We gazed upon her plump pink youth,
ogled indeed (I tell you sooth),
until, about her seventh pose
(a side-on breast, I do suppose)
a sudden dopey interlude.
Some punter, well and truly stewed,
as subtle as a blunted rasp,
called, Watch out, there’s a bloody wasp.
(In Pembrokeshire, the humble wasp
is rhymed with Cleopatra’s asp).

But interruption comes and goes.
She came unto her final pose,
described as .. you’ll not think me rude? ..
a full, uncluttered backside nude.

We lost all vestiges of shame.
as punters bellowed, That’s the game!
But just before our queen retired,
the cheering stilled, but, less desired,
that punter, very worst of men,
cried, There’s that bloody wasp again.

(previously published in The Seventh Quarry and in the author’s Prolebooks pamphlet, Merlin’s Lane)

Robert Nisbet is a Welsh poet with over 200 publications in Britain, as well as a number of appearances in the USA, in magazines like San Pedro River Review, Constellations, Illya’s Honey and Clementine Unbound.
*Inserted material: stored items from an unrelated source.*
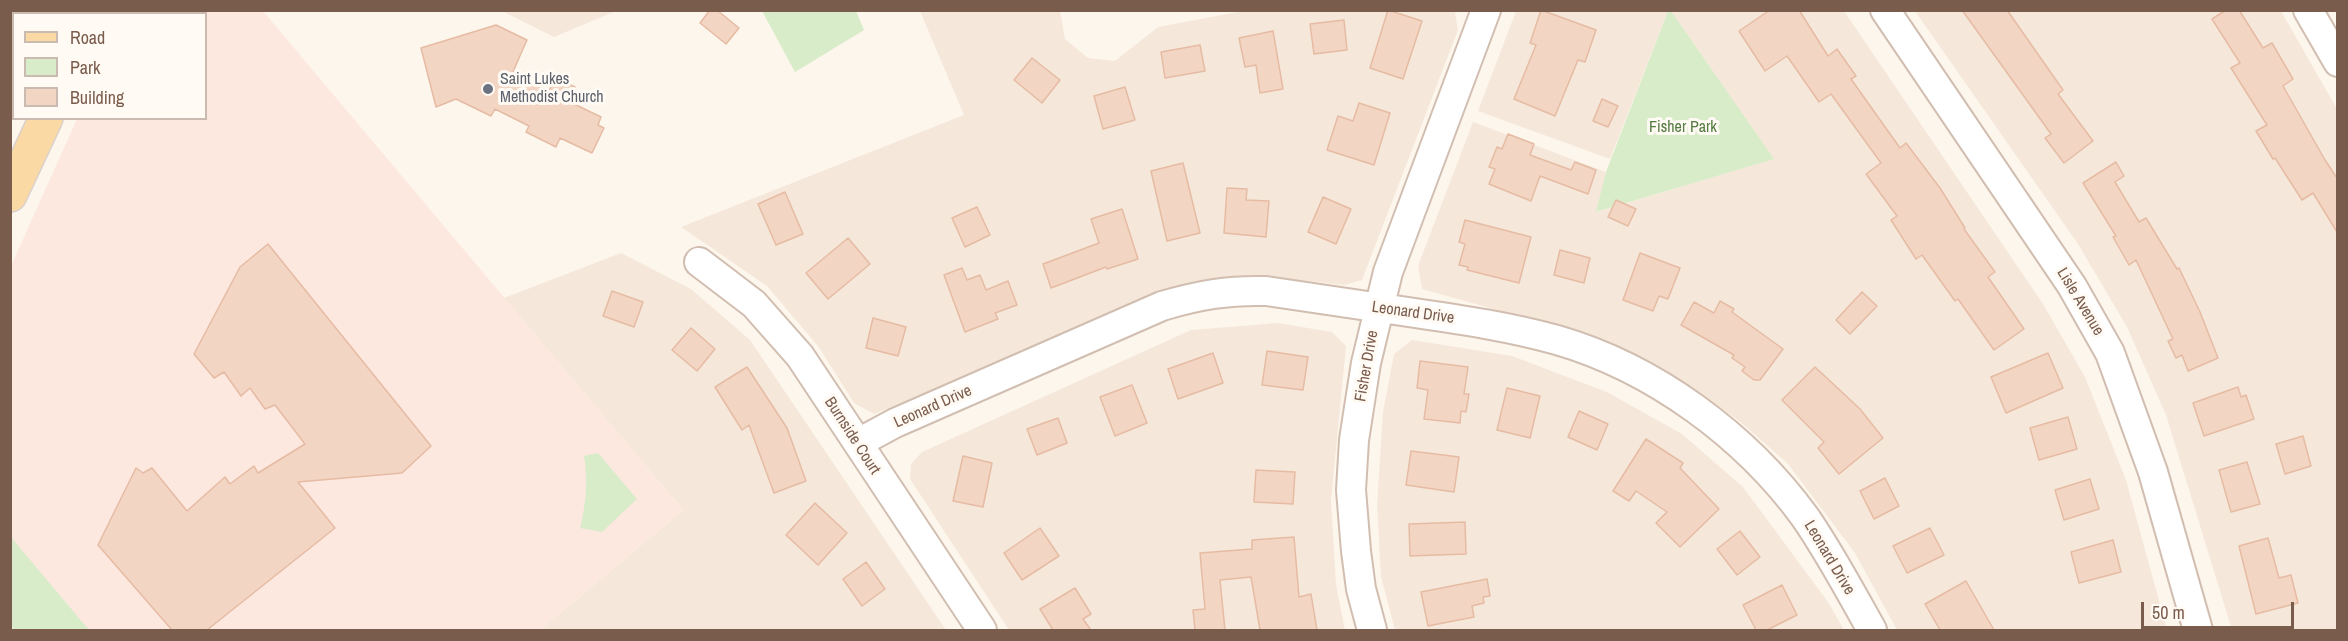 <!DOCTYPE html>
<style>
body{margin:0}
#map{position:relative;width:2348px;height:641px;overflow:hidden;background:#fdf6ec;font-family:"Archivo Narrow",sans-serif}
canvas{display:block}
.frame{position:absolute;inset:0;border:12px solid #7a5c4d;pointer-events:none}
.legend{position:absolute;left:12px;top:12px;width:195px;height:108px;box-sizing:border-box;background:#fffaf3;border:2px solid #cabbb1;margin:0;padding:8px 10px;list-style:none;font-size:18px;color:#7a5c4d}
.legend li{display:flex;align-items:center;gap:12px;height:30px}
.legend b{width:30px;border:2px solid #cabbb1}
.scale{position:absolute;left:2141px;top:602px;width:153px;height:27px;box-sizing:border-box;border:3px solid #7a5c4d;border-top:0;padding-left:8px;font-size:18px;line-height:21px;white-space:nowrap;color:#7a5c4d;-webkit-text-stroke:4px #fffaf3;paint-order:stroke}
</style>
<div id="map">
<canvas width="2348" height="641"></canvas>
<div class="frame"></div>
<ul class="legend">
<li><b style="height:8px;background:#fbd9a5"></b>Road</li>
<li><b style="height:16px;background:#d8ecc9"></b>Park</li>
<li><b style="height:16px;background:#f3d5c3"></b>Building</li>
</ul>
<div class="scale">50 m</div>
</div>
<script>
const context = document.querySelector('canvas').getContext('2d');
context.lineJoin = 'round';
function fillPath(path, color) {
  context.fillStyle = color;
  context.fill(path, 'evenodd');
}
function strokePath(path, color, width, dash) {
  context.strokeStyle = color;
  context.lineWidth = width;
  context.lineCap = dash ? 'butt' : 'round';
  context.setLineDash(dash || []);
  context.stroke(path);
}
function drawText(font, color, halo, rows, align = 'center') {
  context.font = font + ' "Archivo Narrow",sans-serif';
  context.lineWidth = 6;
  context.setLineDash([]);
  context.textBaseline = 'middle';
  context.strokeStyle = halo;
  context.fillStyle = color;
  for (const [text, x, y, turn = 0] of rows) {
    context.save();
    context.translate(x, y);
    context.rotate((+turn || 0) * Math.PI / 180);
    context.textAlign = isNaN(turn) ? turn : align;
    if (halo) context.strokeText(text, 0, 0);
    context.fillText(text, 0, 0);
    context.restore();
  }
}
fillPath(new Path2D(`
 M1453 10 1455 12 1458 30 1362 280 1344 285 1253 275 1190 284 874 414 854 403 818 346 767 286 681 227 964 115 920 11H1060L1065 39 1088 58 1115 61 1158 27 1243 11Z
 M502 11H616L554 37Z
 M1516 11H1668L1610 159 1478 111Z
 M1671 11H1844L2043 304 2085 377 2126 480 2167 630H1897L1855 553 1788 464 1738 420 1670 373 1600 339 1422 289 1418 266 1473 122 1606 172 1597 212 1773 159Z
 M1915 11H2281L2337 109V630H2232L2166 415 2127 327 2078 244Z
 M621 253 691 289 750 340 946 630H540L683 510 504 298Z
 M1278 323 1332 332 1346 346 1331 501 1336 584 1345 630H1009L910 479 911 464 922 452 1191 330Z
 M1412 340 1512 356 1607 392 1682 434 1743 487 1828 602 1844 630H1395L1381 577 1377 505 1383 412 1394 354Z`), '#f5e8da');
fillPath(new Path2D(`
 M126 11H263L683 510 540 630H14L11 626V266L77 119 206 118V14L125 13Z`), '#fde8e0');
fillPath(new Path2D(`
 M762 11H856L864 30 795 72Z
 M1668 11H1671L1774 159 1596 212 1606 172Z
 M598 453 637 499 602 532 580 528C586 504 588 481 584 456Z
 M10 536 89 630H14L11 626Z`), '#d8ecc9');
const building = new Path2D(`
 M710 10H717L739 28 726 44 700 23Z
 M1388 10 1422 21 1403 79 1370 68Z
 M1541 10 1596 30 1585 62 1578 60 1555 116 1514 99 1536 45 1530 43Z
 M1770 10H1799L1828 56 1837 49 1856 76 1851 79 1900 148 1906 143 1940 188 1965 228 1964 229 1995 272 1988 277 2024 329 1994 350 1958 299 1955 301 1922 255 1916 259 1891 220 1897 216 1866 174 1881 163 1831 94 1819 102 1787 56 1765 71 1739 31Z
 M1962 10H2007L2063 90 2058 94 2093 141 2064 163 2045 138 2051 134Z
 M2226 10H2239L2263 48 2272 43 2293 79 2283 86 2325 160 2337 178V232L2313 193 2302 200 2275 158 2273 159 2256 131 2267 125 2231 68 2240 63 2212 19Z
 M1344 20 1347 50 1314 54 1310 24Z
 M496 25 527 40 512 74 549 91 555 78 575 87 568 101 601 117 598 125 604 128 592 153 560 138 556 147 526 132 529 126 495 109 491 116 456 99 436 107 421 48Z
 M1273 31 1283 89 1260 93 1256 65 1245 67 1239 38Z
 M1200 45 1205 71 1165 78 1161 52Z
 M1032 58 1060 80 1042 103 1014 80Z
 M1125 87 1135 120 1103 129 1094 96Z
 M1602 99 1618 106 1608 127 1593 121Z
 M1359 103 1390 113 1374 165 1327 150 1338 116 1353 121Z
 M1508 134 1534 144 1530 155 1571 170 1575 162 1596 170 1588 194 1540 176 1531 201 1489 184 1495 169 1489 167 1497 147 1502 149Z
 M2116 162 2124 176 2115 182 2139 222 2146 218 2177 269 2179 268 2200 312 2218 358 2188 371 2182 355 2176 358 2168 341 2173 339 2136 260 2129 265 2113 237 2116 236 2083 183Z
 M1183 163 1200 233 1167 241 1151 171Z
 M1227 188 1247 189 1246 200 1269 201 1266 237 1224 233Z
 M785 192 803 234 776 245 758 204Z
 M1323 197 1351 209 1336 244 1308 232Z
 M1616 200 1636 209 1628 226 1608 217Z
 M977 207 990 235 965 247 952 218Z
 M1122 209 1138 259 1107 269 1106 267 1051 288 1043 264 1099 243 1091 219Z
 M1465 220 1531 237 1519 283 1467 270 1468 267 1459 265 1465 244 1459 242Z
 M848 238 870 264 828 299 806 273Z
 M268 244 431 446 402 473 298 482 335 528 207 630H172L98 545 136 468 143 473 152 468 187 511 225 477 230 484 254 466 258 473 305 444 275 405 265 409 250 388 241 396 224 372 214 378 194 354 240 267Z
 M1560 250 1590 258 1584 283 1554 275Z
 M1640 253 1680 268 1668 299 1659 296 1653 311 1623 300Z
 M962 268 967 280 980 275 986 290 1008 281 1017 305 995 313 998 319 965 332 944 275Z
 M612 291 643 302 634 327 603 316Z
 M1862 292 1877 306 1850 334 1836 320Z
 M1720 301 1734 309 1732 312 1783 349 1760 380H1754L1742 371 1745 367 1732 358 1734 355 1681 325 1694 302 1714 313Z
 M873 318 906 327 898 356 866 348Z
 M691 328 715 349 697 371 672 350Z
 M1267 351 1308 357 1303 390 1262 385Z
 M1213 353 1223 383 1178 399 1168 369Z
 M2048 353 2063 388 2006 413 1991 377Z
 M1420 361 1468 367 1464 394H1469L1466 412 1461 411 1460 423 1424 419 1428 390 1417 388Z
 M747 367 787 428 806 481 774 493 749 425 742 430 715 387Z
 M1815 367 1860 409 1883 438 1839 474 1818 448 1824 442 1782 400Z
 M1132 385 1147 423 1115 436 1100 397Z
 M2238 387 2241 397 2246 395 2254 419 2204 436 2193 403Z
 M1507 388 1540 396 1530 438 1497 430Z
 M1579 411 1608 424 1597 450 1568 437Z
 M2068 417 2077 449 2039 460 2030 428Z
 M1058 418 1067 443 1037 455 1027 429Z
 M2303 436 2311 466 2285 474 2276 444Z
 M1646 439 1683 463 1680 468 1719 509 1680 547 1656 523 1667 512 1636 491 1629 501 1613 491Z
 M1411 451 1459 457 1454 492 1406 485Z
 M963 456 992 463 983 507 953 501Z
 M2247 462 2260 504 2231 512 2219 470Z
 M1256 470 1295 472 1293 504 1254 502Z
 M1885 478 1899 506 1874 519 1860 491Z
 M2090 479 2099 509 2064 520 2055 490Z
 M815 503 847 533 818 565 786 535Z
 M1465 522 1466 554 1410 556 1409 524Z
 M1040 528 1059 556 1022 580 1004 553Z
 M1930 528 1944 555 1907 573 1893 546Z
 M1740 531 1760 557 1737 575 1717 549Z
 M1294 537 1299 597 1311 594 1317 630H1260L1251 577 1220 580 1225 630H1195L1193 610 1205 609 1200 553 1252 549V540Z
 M2268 538 2279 578 2291 575 2298 603 2256 614 2239 546Z
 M2113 540 2121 572 2079 583 2071 552Z
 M866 562 885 589 862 606 843 579Z
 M1487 579 1490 596 1483 597 1484 603 1472 606 1474 617 1428 626 1421 592Z
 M1966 581 1994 630H1940L1925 604Z
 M1782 585 1797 615 1767 630H1756L1743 605Z
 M1075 588 1091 614 1083 619 1091 630H1053L1040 609Z`);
fillPath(building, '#f3d5c3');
strokePath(building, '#e6bba3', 1.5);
const minor = new Path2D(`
 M1885 10 2072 286 2110 353 2153 472 2198 630
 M2308 10 2338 62
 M699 262 754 304 800 356 982 630
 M858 443 895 423 1162 306C1199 295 1228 290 1266 291 1316 298 1365 306 1415 313 1463 320 1510 327 1557 340 1654 368 1746 436 1805 517 1830 553 1851 593 1872 630
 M1372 630 1361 589 1356 551 1351 490 1354 440 1366 363 1388 272 1486 10`);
const major = new Path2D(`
 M47 14 48 10
 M94 14 95 10
 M10 93 14 86
 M10 195 46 118`);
strokePath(minor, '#d1beb0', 32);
strokePath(major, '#dad1cd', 36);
strokePath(minor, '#fff', 28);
strokePath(major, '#fbd9a5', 33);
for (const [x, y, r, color] of [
 [488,89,6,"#6b7280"]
]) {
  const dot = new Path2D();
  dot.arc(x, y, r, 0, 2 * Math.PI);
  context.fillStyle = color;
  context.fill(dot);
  strokePath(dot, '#fffaf3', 2);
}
drawText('16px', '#5b616d', '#fffaf3', [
 ["Saint Lukes",500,80],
 ["Methodist Church",500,98]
], 'left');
drawText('16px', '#537a41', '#fffaf3', [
 ["Fisher Park",1683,128]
]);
drawText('16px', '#7a5c4d', '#fffaf3', [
 ["Lisle Avenue",2080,302,59],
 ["Leonard Drive",1413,313,8],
 ["Fisher Drive",1367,366,-80],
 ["Leonard Drive",933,407,-24],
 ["Burnside Court",852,436,57],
 ["Leonard Drive",1829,558,59]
]);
</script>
Sigmund Freud Gets Lucky by Paul Vaughan

Lonely Sigmund dreamed of love,
id and ego dancing tangos,
unrequited lusts that drove him
to download Tinder on his ‘phone.

Dora swiped right when she saw
his sexy beard and eyes that longed;
invited him to meet for dinner,
probe his inner child with song.

They dallied over breasts of chicken,
but her intentions were not clear
until she ordered her dessert,
a Stiffy Cockee Pudding please.

Paul Vaughan lives in Yorkshire with a sneezing cat. Work has appeared or is forthcoming in Agenda, Bunbury, Message in a Bottle and The Open Mouse, among others. When not writing he moonlights as editor of Algebra of Owls.


My Love by David O’Neill



My love is like an iridescent hue—
A coruscating haze of orange, red and blue;
A parlous transformation certain photons rue
That face destructive interference.

My love is like a bowl of comely fruit,
Whose shiny, dimpled, waxen pericarps impute
The bitter mesocarp, that hints the more astute
Should give sour endocarp due clearance.

My love owes beauty, cold and statuesque,
In graceful poise evoking perfect arabesque
With classic virtues, recrudescing Romanesque,
In worse excesses than Octavian.

My love has feathers in her coiffeured hair—
A monstrous, non-cladistic, bird-brained hybrid pair,
Her rostral pole chimæric with the derrière
Of some denuded ratite avian.

(Editor’s note: the painting on which the poem is based is by Isobel Smerdon, aged 11, and is reproduced with permission. The animation is by the author.)

David O’Neill is a frustrated mathematician who has journeyed through a predominantly life-science-based medical landscape for most of his mortgage-paying professional life, eventually finding salvation in the Open University, too close to the end for practical application but sufficiently early for peace of mind and poetic inspiration.



RelationHit.com by James Woolf

Our florist closes late at night
We girls struggle to get by
So I built a little website
To keep our spirits high

“Why waste time with flowers
When you can say it with a bomb?
Don’t sit there and cower
Choose RelationHit.com

If your marriage is a non-event
Or his jokes put you to shame
Just tick the box marked Your Consent
And we’ll take him out the game”

My wicked wit helped us survive
A website selling slaughter!
But minutes after it went live
I got a “wife pop” order

I called the bloke – his name was Sid
I told him, “It’s a jest!”
He offered fifteen thousand quid
I said, “I’ll do the rest.”

By now RelationHit.com
Was choked with user traffic
Quite by chance I’d hit upon
A demented demographic

I quit my day job selling flowers
With one or two misgivings
Now I’m knifing nephews in the shower
Shoving sisters off tall towers
Giving gramps a surge of power
Well… you’ve got to earn a living

James Woolf is a writer of short stories, scripts and adverts and occasional poems. Ambit magazine will be publishing his story Mr and Mrs Clark and Blanche in January 2017. He was shortlisted in the Bridport Prize 2016, and R v Sieger – additional documents disclosed by the Crown Prosecution Service was highly commended in the 2015 London Short Story Prize and published in 2016. Prior to this, his plays have been produced in various off-West End venues including The King’s Head Theatre, the Arcola and the Theatre Royal Margate. Two radio plays have been broadcast including Kerton’s Story with Bill Nighy, Lesley Sharp and Stephen Moore.